Zhao, who has written elsewhere about the prospects of Chinese
democracy, the Taiwan Straits Crisis, and the transformation of the Chinese
Communist Party from a revolutionary party to a status-quo centred ruling
party, here himself offers chapters on the variants of Chinese nationalism
(nativist, antitraditionalist, and pragmatic; and propagated by the state, by
independent intellectuals, and through popular pressure), adjustments in
China’s foreign policy after Tian'anmen Square, and on China's policy toward
its neighbours. These chapters
number among the volume’s strongest offerings. Other chapters are also worth note: Lowell Dittmer’s
beautifully written piece on the history of the Sino-Russian relationship is
one; another is Lau Siu-kai’s preference of historical research over broad
generalisation to demonstrate that at least in the case of Hong Kong,
pragmatism predated Deng Xiaoping.
Andrew Scobell, who has studied Chinese strategic culture elsewhere,
presents a limited study here.
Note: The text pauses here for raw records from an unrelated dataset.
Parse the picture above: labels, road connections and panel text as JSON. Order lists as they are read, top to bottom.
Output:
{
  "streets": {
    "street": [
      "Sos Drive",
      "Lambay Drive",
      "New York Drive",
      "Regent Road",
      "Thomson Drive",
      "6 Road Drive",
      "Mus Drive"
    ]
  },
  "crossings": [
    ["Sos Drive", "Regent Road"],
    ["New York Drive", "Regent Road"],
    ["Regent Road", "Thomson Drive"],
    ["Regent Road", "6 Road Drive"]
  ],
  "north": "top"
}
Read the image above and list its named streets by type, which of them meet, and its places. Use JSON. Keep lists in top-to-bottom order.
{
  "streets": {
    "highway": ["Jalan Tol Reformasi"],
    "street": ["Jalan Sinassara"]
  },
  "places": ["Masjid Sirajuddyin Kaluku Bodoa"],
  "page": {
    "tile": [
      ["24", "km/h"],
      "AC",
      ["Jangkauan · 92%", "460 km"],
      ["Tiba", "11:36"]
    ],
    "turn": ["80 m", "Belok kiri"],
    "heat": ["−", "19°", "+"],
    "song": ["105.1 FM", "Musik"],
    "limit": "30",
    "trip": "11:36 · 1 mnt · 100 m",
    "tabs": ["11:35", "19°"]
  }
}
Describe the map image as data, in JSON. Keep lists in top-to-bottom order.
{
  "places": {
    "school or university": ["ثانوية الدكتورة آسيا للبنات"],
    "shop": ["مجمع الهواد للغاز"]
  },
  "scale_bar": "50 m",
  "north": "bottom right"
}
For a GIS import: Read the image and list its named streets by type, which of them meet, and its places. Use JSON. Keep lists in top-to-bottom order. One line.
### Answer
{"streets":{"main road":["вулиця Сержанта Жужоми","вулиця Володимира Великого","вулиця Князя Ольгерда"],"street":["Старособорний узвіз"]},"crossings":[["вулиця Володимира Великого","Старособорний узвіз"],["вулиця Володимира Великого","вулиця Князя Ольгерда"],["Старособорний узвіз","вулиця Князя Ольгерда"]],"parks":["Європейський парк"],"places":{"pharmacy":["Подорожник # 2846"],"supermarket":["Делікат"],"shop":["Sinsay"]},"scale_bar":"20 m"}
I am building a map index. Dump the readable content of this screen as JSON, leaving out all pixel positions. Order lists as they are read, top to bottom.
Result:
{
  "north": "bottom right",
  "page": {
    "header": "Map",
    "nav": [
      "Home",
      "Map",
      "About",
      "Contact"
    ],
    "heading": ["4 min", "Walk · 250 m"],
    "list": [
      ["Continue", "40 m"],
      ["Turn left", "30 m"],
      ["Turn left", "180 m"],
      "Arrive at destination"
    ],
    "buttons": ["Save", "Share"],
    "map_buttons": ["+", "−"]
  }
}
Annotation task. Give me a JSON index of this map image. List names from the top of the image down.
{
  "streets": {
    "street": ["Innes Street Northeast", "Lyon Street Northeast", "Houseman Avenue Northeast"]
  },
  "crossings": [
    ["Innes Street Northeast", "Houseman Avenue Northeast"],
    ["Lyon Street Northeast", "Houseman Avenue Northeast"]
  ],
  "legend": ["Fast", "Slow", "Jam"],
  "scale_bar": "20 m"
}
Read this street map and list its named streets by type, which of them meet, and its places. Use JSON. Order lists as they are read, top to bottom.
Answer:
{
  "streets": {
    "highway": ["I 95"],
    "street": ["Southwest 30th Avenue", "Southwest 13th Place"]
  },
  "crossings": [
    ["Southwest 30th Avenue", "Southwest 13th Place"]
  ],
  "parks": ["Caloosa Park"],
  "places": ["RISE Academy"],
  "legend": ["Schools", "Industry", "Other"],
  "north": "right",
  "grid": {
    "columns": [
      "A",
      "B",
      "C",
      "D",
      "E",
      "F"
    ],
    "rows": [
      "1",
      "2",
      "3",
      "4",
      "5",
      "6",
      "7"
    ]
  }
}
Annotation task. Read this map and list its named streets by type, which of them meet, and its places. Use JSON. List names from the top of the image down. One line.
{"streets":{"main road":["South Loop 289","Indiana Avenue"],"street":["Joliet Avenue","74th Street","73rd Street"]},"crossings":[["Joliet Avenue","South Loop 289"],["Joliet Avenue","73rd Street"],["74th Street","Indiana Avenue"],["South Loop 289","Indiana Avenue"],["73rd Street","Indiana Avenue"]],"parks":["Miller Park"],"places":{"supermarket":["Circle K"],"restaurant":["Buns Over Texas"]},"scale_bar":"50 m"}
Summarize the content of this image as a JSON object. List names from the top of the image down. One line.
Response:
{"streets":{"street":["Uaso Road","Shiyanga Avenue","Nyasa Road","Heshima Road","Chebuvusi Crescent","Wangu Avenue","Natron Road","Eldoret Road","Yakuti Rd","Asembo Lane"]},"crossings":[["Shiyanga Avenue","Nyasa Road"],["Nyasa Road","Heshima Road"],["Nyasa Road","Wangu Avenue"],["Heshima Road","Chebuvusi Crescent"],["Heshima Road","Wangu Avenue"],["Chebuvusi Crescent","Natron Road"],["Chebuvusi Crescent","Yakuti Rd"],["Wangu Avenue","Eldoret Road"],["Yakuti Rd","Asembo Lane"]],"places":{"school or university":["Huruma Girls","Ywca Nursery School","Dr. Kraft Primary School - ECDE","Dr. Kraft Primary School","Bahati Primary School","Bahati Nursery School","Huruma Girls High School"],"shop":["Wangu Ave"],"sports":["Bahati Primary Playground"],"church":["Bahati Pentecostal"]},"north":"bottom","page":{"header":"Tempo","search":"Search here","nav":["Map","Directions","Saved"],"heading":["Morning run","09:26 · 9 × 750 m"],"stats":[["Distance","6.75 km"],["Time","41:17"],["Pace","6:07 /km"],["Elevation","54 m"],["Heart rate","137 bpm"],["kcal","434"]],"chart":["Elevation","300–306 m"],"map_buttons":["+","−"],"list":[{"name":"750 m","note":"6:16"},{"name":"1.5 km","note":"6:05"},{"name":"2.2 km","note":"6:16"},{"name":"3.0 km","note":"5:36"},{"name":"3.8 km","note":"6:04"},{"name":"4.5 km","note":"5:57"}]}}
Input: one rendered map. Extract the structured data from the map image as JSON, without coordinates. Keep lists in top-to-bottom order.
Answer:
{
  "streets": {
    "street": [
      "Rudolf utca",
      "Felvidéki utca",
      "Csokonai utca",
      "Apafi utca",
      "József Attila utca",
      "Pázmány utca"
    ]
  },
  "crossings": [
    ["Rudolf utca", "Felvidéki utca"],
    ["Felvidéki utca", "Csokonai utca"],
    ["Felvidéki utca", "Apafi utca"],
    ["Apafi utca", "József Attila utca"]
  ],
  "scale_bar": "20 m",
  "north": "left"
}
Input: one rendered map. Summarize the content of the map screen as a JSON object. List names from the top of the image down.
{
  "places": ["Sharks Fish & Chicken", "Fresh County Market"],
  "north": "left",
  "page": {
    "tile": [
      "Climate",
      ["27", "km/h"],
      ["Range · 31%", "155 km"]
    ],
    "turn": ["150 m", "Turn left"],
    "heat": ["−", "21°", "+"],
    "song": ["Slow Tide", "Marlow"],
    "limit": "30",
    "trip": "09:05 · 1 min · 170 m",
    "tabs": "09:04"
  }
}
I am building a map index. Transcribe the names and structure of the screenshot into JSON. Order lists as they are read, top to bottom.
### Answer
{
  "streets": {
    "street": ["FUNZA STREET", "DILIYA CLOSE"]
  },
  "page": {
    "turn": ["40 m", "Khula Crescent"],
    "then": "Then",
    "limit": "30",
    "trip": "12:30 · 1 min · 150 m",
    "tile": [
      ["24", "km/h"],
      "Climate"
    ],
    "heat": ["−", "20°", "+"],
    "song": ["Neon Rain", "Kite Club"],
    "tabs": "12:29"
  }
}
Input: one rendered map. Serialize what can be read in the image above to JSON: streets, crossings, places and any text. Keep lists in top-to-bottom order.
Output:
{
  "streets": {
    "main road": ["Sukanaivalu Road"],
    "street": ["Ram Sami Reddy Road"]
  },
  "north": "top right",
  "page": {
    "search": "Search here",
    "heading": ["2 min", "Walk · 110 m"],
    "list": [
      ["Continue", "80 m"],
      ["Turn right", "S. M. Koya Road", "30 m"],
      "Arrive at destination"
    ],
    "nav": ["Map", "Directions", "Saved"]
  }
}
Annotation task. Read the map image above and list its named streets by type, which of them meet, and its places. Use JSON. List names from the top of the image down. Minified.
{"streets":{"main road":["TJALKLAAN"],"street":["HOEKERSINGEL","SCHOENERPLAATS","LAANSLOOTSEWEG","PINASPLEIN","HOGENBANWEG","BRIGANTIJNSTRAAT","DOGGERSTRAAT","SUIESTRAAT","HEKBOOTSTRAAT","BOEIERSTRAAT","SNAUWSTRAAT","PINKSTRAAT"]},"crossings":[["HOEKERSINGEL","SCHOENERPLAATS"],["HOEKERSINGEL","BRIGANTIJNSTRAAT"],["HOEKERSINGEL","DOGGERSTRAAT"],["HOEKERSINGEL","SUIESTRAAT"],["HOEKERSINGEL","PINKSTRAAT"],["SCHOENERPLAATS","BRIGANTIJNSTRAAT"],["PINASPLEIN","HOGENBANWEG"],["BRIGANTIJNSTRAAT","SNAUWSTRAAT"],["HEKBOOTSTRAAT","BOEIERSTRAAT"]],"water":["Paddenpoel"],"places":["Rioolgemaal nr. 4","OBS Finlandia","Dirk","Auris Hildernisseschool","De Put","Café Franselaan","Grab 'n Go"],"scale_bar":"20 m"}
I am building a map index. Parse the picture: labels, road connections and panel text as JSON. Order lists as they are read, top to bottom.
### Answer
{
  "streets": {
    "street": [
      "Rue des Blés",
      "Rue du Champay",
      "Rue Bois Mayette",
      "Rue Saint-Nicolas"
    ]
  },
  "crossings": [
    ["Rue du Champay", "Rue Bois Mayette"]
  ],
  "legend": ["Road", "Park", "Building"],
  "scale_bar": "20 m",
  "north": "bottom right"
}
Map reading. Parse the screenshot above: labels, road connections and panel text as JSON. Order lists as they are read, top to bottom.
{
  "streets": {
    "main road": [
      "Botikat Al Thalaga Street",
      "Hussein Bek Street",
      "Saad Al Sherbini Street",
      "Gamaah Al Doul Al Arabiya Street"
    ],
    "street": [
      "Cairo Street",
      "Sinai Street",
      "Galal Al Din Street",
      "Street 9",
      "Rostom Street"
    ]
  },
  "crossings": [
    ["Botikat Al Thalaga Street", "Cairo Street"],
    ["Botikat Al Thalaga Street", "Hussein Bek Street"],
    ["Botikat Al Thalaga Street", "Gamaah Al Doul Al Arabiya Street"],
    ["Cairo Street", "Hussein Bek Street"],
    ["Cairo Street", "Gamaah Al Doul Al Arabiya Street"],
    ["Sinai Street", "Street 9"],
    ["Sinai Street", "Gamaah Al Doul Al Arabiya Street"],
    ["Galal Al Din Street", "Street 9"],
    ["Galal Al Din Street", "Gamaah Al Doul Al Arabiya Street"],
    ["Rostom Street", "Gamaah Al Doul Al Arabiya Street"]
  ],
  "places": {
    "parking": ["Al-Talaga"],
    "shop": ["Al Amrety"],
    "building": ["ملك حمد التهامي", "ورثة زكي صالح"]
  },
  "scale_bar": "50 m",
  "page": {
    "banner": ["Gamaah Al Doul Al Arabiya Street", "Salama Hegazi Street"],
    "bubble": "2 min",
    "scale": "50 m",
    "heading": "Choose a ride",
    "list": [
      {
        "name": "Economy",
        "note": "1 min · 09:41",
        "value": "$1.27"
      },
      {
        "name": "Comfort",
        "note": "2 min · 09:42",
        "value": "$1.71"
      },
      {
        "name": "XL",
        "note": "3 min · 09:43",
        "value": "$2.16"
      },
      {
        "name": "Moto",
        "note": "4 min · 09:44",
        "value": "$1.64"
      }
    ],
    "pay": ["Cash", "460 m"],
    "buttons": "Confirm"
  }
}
It
may be that, from his finding that some high-level members of the People’s
Liberation Army were reluctant to go to war in Korea and in several subsequent
conflicts, we may infer the existence of a Chinese strategic culture, which
holds comparatively unchanging decades later; but Scobell has not here
demonstrated that, and to his credit he is rightly modest in his conclusions.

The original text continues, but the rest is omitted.